Here is the listing. Report each line in it that contains the string "webkit".
↓
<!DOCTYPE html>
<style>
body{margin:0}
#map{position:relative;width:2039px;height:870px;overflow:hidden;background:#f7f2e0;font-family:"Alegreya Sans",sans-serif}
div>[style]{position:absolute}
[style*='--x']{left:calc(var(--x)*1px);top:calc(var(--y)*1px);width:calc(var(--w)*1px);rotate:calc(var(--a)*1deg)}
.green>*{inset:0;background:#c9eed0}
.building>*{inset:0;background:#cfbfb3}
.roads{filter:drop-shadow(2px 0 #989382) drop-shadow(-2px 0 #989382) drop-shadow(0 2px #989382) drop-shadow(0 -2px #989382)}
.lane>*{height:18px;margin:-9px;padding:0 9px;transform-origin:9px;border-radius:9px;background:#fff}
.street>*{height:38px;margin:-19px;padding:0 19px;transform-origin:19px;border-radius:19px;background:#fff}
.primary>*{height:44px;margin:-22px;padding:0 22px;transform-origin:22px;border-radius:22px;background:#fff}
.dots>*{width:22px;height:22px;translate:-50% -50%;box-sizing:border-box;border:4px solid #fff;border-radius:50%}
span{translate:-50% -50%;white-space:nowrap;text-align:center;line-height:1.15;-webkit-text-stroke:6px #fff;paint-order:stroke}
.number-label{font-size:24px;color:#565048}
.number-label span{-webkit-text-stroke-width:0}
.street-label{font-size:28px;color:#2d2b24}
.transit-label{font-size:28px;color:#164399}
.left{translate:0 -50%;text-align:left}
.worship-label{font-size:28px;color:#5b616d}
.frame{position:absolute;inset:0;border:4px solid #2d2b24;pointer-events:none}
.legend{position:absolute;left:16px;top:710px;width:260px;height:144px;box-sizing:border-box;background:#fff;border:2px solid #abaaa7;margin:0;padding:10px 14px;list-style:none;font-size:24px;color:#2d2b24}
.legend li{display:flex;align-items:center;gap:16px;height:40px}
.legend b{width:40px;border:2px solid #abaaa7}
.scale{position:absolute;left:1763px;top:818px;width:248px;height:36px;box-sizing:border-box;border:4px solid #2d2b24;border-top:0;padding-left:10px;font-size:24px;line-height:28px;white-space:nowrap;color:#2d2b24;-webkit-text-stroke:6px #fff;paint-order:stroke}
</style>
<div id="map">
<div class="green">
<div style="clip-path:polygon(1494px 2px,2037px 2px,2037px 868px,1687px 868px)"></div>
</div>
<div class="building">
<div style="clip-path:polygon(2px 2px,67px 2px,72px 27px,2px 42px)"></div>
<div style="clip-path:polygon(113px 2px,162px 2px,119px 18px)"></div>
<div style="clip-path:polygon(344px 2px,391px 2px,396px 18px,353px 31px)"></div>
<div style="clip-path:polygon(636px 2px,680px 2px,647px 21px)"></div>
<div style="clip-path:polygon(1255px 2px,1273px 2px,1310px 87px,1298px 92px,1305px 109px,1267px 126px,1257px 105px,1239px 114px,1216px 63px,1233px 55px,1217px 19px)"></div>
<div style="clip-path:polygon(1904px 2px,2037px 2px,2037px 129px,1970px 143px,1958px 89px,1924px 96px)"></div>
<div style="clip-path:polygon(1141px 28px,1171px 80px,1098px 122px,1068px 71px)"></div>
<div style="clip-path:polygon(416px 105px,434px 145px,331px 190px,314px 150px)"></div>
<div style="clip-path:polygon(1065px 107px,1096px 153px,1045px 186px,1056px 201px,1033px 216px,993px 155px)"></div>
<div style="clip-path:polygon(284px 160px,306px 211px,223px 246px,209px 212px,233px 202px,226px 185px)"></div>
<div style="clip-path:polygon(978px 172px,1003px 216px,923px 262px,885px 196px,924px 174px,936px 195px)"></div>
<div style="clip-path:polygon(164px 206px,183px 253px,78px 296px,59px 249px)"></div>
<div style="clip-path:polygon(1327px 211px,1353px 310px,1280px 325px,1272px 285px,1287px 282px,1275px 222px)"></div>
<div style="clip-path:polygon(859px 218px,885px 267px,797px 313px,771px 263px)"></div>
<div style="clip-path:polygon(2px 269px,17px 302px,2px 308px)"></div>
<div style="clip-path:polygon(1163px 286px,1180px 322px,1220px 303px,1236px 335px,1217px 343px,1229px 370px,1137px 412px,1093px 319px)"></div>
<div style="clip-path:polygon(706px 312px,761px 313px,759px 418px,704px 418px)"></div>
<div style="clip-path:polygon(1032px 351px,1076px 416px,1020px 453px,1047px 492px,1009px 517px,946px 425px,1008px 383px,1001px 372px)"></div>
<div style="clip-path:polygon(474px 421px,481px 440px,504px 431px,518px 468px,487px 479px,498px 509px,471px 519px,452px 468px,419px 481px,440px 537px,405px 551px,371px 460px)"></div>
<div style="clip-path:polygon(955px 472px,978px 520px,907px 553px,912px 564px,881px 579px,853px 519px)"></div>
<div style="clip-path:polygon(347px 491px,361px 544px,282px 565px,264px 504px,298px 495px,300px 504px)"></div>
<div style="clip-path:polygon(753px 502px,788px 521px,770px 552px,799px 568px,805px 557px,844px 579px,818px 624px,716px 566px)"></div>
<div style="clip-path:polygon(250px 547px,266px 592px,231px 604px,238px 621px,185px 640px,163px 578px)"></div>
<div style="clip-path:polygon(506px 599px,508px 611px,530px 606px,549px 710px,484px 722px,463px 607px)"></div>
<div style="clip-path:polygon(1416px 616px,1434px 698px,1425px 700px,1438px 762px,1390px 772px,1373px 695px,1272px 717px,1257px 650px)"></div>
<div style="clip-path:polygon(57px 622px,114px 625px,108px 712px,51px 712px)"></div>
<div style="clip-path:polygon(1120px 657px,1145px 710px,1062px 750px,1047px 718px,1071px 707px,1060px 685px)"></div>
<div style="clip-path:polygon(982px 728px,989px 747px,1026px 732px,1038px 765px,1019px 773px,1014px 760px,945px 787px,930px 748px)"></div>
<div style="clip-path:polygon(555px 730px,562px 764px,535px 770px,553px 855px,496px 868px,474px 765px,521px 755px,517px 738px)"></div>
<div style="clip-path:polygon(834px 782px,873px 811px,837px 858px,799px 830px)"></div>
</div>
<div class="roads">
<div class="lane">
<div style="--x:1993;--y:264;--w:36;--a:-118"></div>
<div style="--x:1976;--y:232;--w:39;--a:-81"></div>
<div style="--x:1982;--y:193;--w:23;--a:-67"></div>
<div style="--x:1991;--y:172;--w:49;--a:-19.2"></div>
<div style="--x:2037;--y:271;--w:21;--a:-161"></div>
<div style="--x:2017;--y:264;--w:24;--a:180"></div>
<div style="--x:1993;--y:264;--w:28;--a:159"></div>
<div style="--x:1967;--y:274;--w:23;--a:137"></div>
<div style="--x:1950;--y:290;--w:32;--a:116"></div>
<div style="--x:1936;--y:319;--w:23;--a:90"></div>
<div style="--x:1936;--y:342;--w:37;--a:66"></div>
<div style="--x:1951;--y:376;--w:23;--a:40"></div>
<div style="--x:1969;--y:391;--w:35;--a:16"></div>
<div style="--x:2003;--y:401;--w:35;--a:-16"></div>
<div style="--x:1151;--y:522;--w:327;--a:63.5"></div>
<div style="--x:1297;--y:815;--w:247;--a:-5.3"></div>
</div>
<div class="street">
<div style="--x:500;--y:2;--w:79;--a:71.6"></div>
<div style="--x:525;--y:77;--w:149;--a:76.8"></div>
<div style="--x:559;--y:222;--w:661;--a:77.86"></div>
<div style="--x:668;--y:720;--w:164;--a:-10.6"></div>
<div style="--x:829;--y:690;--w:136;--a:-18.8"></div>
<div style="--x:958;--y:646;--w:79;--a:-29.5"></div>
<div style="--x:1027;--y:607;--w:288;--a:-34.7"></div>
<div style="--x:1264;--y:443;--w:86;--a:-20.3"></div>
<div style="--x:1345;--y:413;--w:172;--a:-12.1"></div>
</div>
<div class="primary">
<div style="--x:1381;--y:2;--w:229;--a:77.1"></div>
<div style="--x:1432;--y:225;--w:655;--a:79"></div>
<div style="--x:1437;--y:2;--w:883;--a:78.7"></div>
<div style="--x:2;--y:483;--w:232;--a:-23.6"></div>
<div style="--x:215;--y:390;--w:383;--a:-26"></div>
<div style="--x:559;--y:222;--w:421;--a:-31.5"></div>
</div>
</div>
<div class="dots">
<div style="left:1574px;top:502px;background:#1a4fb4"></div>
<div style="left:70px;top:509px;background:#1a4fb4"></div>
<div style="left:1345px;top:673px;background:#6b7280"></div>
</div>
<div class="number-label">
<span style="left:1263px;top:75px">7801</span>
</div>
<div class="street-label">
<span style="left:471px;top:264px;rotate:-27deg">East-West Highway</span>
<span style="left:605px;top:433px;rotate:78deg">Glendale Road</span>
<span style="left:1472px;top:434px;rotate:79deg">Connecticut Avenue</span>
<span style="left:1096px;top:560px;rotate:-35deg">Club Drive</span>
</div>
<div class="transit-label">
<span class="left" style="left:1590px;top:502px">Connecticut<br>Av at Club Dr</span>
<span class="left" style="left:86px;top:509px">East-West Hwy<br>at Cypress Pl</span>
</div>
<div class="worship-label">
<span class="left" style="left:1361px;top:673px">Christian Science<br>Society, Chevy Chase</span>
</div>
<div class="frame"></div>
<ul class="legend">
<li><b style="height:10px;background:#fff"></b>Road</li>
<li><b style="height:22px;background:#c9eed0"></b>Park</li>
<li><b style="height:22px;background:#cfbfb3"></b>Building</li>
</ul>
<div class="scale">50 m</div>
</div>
↑
> _Reply to the task_:
span{translate:-50% -50%;white-space:nowrap;text-align:center;line-height:1.15;-webkit-text-stroke:6px #fff;paint-order:stroke}
.number-label span{-webkit-text-stroke-width:0}
.scale{position:absolute;left:1763px;top:818px;width:248px;height:36px;box-sizing:border-box;border:4px solid #2d2b24;border-top:0;padding-left:10px;font-size:24px;line-height:28px;white-space:nowrap;color:#2d2b24;-webkit-text-stroke:6px #fff;paint-order:stroke}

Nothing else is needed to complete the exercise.